How severe does this issue affect your experience of using Ray?

  • Medium: It contributes to significant difficulty to complete my task, but I can work around it.

I have a multi-agent system with 3 policies (let’s call them M, X, and Y). Each two timesteps first M acts stochastically, in the next timestep, depending on M’s action we either select X and Y. I want X (and Y) to be trained with a specific amount of experience.

Currently if I set train_batch_size to e.g. 4, this means that e.g. X may be trained with at most a batch of 4. If X acted 20% of the time then it will get 20% of the experience. However, given that the percentage/rate at which X acts is stochastic, there is no way of having a precise batch size for X when training it.

I should also mention (although I am not sure if this is relevant) that M is not a trainable policy.

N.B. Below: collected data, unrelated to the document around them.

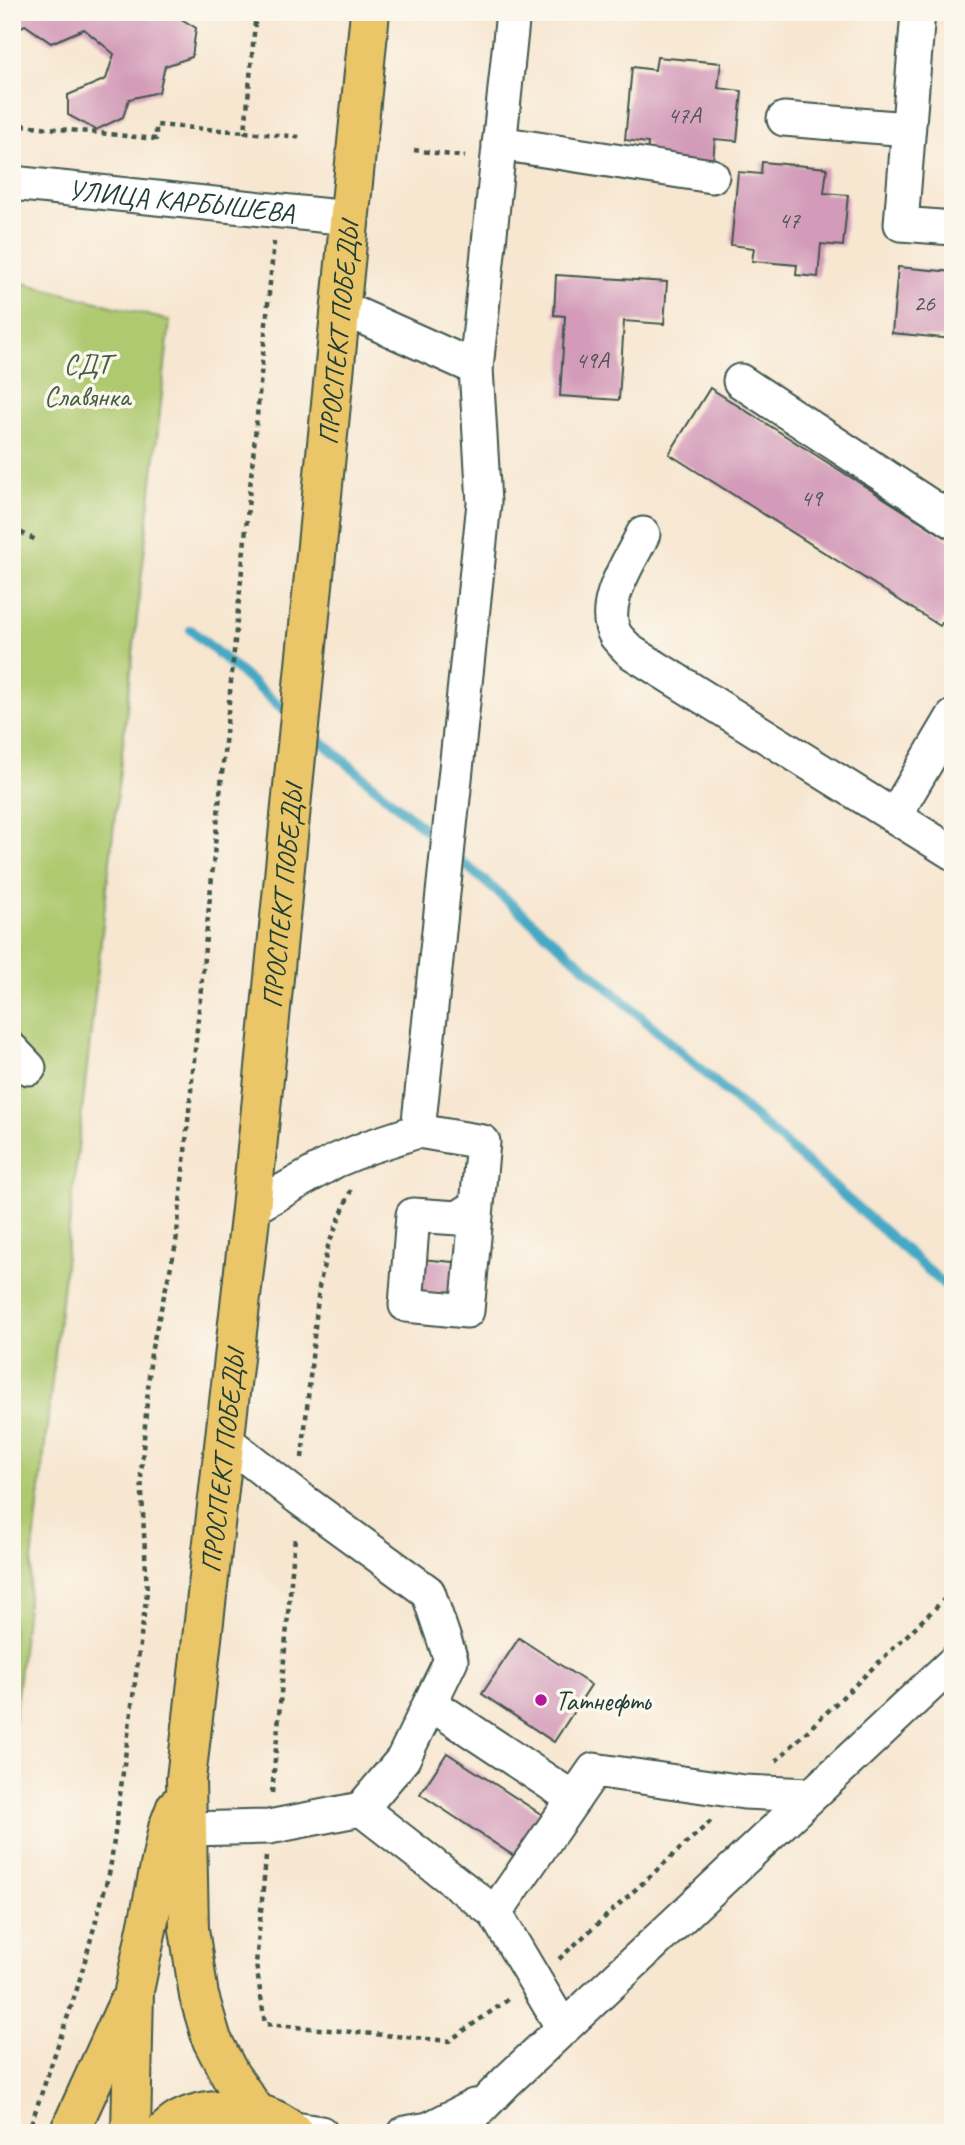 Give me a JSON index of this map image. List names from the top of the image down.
{
  "streets": {
    "main road": ["ПРОСПЕКТ ПОБЕДЫ"],
    "street": ["УЛИЦА КАРБЫШЕВА"]
  },
  "crossings": [
    ["УЛИЦА КАРБЫШЕВА", "ПРОСПЕКТ ПОБЕДЫ"]
  ],
  "parks": ["СДТ Славянка"],
  "places": ["Татнефть"],
  "house_numbers": [
    "47А",
    "47",
    "26",
    "49А",
    "49"
  ]
} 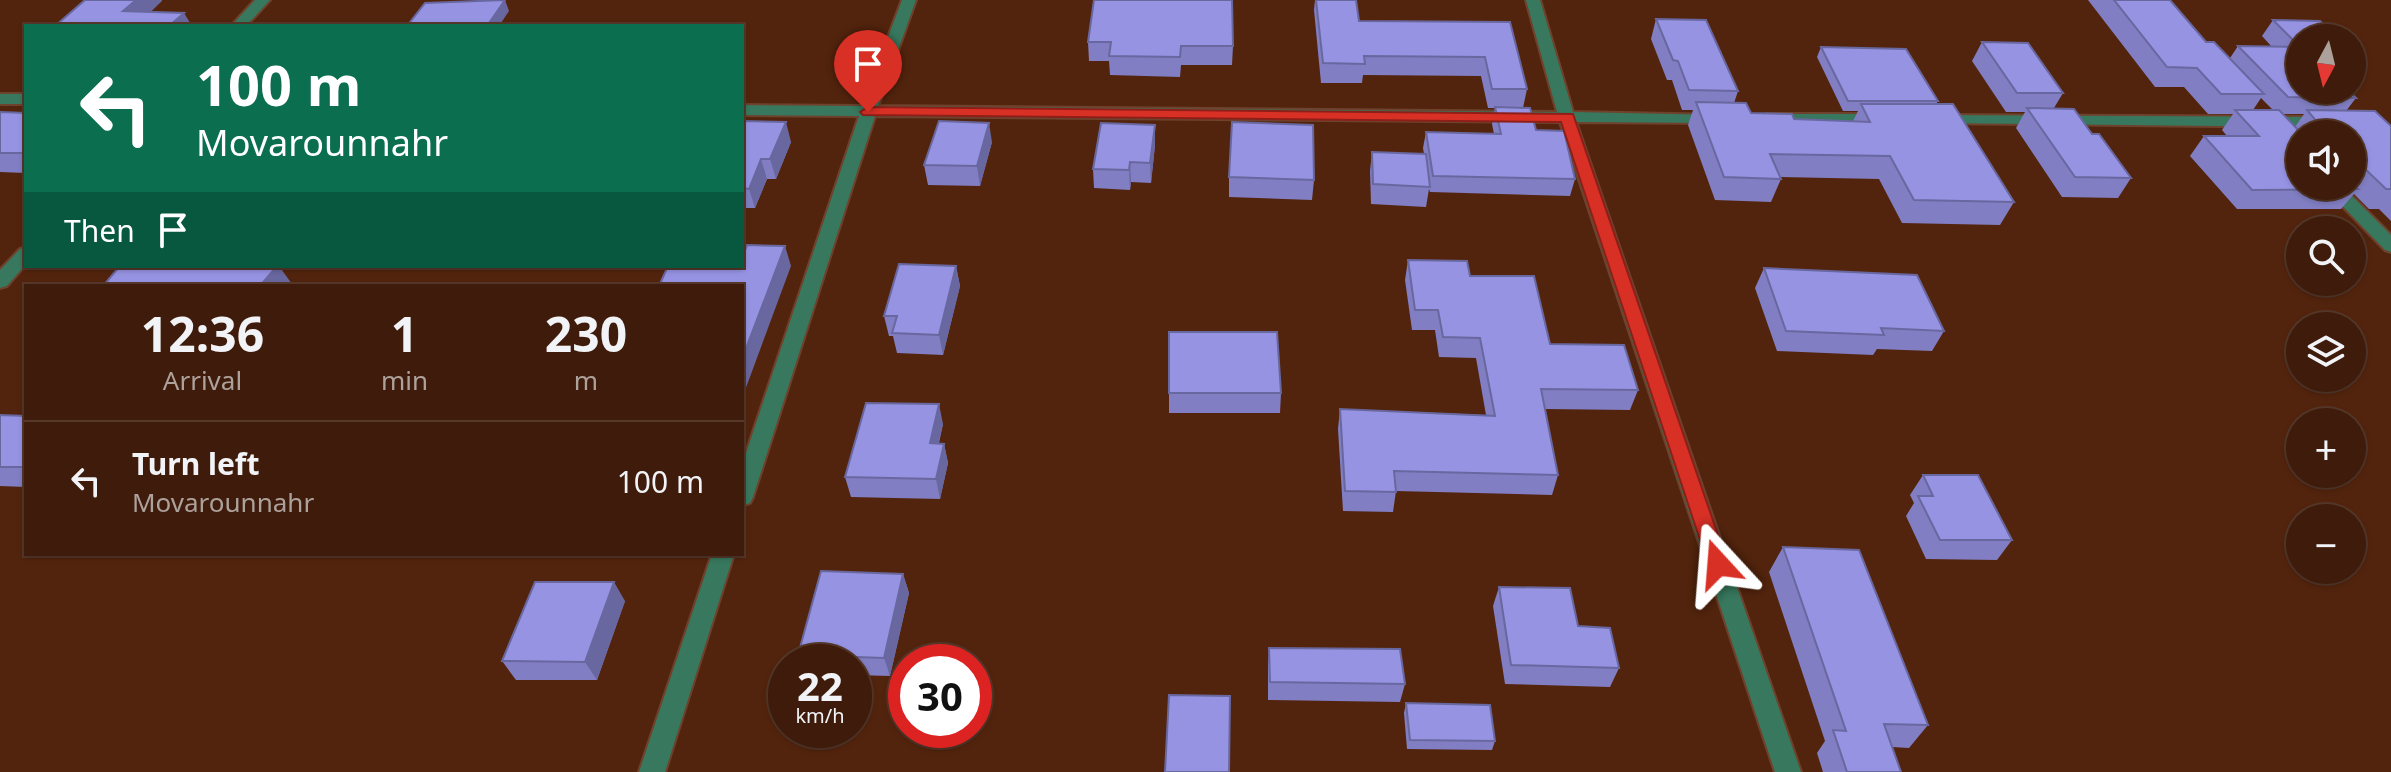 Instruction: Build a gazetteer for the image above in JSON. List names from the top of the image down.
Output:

Moreover, given that at each time-steps only one agent acts, setting count_steps_by to either agent_steps or env_steps yields the same exact count.

Finally, I put the impact as medium because you can get an expected batch size for e.g. X by estimating how often it may act on average and scaling train_batch_size up accordingly, but this would be an estimate that works in expectation/on average after a large number of batches, it is preferable to have a guaranteed exact batch size for X.

Is there a way to train the agents asynchronously (e.g. each of them has their own counter and experience)? Or perhaps can I edit the way steps are counted? Perhaps I only count steps in such a way that I train when X and Y have each at least train_batch_size experiences?

I have a similar question about asynchronous training of agents. In a similar set-up using PPO, I am not familiar with a method to trace back the number of environment interactions for example agent X had. For this, I would also like X to be trained with a specific amount of experience. I would like to have insight in/control over this number, to investigate how many interactions are required for convergence.

Currently, I estimate this number using the number of agent interactions during evaluation, but I’m unsure if the distribution of agent interactions during training and evaluation is the same.